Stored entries
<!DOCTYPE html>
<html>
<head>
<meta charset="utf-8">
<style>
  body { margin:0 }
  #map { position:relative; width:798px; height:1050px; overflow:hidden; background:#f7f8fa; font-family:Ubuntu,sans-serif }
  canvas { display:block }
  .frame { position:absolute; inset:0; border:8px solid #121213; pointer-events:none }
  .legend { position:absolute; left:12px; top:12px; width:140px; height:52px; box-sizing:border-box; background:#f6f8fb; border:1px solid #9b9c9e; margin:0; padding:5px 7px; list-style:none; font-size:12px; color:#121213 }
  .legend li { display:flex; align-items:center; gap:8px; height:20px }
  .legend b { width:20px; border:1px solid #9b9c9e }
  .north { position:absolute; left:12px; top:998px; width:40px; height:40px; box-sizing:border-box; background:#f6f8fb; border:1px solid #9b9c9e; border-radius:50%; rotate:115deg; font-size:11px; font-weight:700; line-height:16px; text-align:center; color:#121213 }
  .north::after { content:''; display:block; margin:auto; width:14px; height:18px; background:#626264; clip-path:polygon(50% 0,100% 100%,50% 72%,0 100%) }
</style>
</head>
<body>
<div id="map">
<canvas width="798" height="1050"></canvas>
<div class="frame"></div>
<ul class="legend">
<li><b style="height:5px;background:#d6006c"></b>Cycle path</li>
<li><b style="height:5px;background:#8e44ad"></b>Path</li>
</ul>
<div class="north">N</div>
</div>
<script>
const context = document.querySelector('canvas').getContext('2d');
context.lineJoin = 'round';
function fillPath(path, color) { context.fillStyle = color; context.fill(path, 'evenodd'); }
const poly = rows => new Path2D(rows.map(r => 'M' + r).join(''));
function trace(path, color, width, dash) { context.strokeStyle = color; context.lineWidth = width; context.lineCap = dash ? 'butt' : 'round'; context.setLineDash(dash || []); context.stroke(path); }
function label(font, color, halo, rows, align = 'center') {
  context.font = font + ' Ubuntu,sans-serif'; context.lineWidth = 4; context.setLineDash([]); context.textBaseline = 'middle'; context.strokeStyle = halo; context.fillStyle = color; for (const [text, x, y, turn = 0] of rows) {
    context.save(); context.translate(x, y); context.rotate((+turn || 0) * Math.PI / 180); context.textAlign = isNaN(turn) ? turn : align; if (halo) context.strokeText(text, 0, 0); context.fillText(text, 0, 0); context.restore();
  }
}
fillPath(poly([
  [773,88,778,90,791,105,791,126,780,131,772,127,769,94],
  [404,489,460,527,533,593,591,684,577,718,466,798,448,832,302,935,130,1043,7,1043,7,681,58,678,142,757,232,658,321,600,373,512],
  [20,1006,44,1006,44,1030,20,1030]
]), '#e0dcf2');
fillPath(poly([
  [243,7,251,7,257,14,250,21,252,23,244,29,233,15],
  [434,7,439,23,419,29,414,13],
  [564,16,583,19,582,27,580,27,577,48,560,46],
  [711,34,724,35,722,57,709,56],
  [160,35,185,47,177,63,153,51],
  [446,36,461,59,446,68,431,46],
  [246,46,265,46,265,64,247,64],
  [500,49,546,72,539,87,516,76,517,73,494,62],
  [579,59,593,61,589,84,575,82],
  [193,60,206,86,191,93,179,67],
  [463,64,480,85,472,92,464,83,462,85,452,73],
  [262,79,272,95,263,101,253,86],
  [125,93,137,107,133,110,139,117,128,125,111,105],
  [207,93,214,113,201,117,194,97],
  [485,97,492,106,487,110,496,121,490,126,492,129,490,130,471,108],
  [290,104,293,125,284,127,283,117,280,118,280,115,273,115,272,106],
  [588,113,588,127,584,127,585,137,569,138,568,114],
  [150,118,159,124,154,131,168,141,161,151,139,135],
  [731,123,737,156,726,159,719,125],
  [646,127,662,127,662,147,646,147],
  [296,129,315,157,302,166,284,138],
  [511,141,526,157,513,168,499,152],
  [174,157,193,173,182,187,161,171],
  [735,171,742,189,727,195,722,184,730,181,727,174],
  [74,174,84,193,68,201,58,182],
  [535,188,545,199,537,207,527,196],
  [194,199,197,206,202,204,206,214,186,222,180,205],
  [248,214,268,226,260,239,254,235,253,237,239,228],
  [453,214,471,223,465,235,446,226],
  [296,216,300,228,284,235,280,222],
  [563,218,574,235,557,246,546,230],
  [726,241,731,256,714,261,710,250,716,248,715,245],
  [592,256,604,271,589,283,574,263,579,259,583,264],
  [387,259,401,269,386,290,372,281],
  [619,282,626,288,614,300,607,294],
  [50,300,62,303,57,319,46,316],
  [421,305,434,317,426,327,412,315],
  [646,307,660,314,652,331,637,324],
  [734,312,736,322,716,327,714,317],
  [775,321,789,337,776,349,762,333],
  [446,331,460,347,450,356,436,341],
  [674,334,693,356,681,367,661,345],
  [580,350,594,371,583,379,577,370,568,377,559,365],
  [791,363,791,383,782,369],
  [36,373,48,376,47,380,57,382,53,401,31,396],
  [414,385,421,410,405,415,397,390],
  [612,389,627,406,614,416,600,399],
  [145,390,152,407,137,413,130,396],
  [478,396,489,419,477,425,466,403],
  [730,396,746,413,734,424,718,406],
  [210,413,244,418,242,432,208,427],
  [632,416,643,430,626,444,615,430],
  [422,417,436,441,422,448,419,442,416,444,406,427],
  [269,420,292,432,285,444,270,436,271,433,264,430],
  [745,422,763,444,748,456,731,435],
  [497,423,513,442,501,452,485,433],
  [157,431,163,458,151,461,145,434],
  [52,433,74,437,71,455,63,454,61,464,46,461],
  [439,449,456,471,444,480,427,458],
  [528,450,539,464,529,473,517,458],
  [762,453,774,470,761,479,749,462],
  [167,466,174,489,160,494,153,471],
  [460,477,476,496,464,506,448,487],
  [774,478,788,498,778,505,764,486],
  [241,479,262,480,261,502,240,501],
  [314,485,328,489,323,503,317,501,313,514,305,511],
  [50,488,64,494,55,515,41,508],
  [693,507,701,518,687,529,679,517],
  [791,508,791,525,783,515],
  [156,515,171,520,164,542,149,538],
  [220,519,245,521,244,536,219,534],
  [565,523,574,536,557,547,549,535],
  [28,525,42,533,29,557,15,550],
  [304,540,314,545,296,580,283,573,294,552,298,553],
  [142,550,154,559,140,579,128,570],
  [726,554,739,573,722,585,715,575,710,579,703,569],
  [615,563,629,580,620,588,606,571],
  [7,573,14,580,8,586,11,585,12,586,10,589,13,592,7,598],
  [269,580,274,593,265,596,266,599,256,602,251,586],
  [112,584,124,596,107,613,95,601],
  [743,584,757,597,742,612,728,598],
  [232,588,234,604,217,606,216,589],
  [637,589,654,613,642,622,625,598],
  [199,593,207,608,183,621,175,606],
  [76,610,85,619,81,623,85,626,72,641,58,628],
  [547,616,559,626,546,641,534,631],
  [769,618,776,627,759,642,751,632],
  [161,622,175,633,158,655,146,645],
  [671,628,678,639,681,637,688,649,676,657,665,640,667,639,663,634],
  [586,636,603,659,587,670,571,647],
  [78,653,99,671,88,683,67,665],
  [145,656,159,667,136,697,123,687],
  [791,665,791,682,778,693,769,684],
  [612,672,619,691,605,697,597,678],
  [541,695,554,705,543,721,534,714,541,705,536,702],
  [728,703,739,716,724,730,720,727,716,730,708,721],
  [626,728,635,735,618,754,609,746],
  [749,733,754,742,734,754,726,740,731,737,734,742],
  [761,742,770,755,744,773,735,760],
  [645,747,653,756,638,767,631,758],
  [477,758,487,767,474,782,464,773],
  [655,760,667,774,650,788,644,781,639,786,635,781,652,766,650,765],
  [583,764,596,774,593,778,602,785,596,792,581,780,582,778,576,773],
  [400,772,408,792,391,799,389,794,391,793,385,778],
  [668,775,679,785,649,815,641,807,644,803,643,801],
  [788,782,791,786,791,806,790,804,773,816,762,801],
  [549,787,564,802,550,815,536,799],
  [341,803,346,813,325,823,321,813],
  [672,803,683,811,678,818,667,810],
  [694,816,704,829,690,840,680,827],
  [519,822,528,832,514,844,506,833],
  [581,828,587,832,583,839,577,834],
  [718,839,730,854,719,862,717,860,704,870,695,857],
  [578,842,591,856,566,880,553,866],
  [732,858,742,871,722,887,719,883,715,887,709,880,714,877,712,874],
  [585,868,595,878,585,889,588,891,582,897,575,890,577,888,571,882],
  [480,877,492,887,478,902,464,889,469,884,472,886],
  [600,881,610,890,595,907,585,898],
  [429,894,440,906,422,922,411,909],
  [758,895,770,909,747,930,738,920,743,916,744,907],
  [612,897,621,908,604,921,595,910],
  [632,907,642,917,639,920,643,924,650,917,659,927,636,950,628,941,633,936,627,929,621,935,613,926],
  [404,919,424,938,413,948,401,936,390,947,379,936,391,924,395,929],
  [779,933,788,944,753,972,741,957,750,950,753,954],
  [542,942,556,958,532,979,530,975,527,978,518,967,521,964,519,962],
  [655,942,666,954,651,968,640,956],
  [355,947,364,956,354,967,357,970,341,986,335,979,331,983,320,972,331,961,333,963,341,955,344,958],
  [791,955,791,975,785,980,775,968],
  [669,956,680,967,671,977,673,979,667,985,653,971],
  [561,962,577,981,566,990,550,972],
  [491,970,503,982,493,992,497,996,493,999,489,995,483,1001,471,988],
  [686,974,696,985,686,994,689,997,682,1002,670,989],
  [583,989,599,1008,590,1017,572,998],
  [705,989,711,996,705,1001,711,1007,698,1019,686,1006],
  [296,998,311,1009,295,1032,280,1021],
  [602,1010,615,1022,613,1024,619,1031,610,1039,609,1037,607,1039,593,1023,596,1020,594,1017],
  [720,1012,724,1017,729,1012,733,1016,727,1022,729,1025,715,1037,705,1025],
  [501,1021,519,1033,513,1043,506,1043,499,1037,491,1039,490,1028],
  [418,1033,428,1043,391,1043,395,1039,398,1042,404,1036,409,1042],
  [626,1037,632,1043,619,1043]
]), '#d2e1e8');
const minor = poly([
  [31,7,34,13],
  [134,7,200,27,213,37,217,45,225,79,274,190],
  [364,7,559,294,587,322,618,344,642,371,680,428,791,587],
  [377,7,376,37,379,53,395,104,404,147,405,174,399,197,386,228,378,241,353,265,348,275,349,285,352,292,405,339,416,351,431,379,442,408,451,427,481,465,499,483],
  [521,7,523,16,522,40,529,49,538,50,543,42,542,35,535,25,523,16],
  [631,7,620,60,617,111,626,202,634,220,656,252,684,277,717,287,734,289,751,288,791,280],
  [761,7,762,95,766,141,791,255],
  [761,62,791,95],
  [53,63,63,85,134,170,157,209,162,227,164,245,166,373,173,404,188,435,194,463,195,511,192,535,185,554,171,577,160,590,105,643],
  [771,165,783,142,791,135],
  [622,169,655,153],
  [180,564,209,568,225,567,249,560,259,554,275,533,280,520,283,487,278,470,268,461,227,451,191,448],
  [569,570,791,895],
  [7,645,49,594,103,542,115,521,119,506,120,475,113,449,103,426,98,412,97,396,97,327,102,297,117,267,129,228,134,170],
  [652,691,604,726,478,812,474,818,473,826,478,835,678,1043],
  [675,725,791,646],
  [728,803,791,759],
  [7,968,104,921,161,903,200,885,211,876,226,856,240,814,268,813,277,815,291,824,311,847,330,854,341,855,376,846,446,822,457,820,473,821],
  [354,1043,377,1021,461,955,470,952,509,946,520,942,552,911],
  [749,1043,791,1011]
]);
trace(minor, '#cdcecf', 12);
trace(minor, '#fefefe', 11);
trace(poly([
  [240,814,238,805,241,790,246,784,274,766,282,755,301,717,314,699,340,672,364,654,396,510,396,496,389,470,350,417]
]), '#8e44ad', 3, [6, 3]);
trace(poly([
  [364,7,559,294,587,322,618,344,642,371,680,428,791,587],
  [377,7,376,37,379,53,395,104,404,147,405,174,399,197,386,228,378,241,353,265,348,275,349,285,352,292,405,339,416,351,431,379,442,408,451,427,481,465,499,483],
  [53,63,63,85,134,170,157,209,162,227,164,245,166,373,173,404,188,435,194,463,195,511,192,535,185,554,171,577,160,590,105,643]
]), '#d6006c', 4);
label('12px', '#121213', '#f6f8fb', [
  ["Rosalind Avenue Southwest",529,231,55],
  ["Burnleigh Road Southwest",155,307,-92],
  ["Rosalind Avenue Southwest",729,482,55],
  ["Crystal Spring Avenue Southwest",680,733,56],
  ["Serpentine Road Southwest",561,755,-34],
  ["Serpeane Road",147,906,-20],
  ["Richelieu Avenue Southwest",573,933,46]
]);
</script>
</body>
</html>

== PROBLEM TO SOLVE ==
The lines to copy run from the start of the records above through the line holding "position:absolute; inset:0; border:8px"; give them exactly, both ends included, and nothing else.

== WRITTEN ANSWER ==
<!DOCTYPE html>
<html>
<head>
<meta charset="utf-8">
<style>
  body { margin:0 }
  #map { position:relative; width:798px; height:1050px; overflow:hidden; background:#f7f8fa; font-family:Ubuntu,sans-serif }
  canvas { display:block }
  .frame { position:absolute; inset:0; border:8px solid #121213; pointer-events:none }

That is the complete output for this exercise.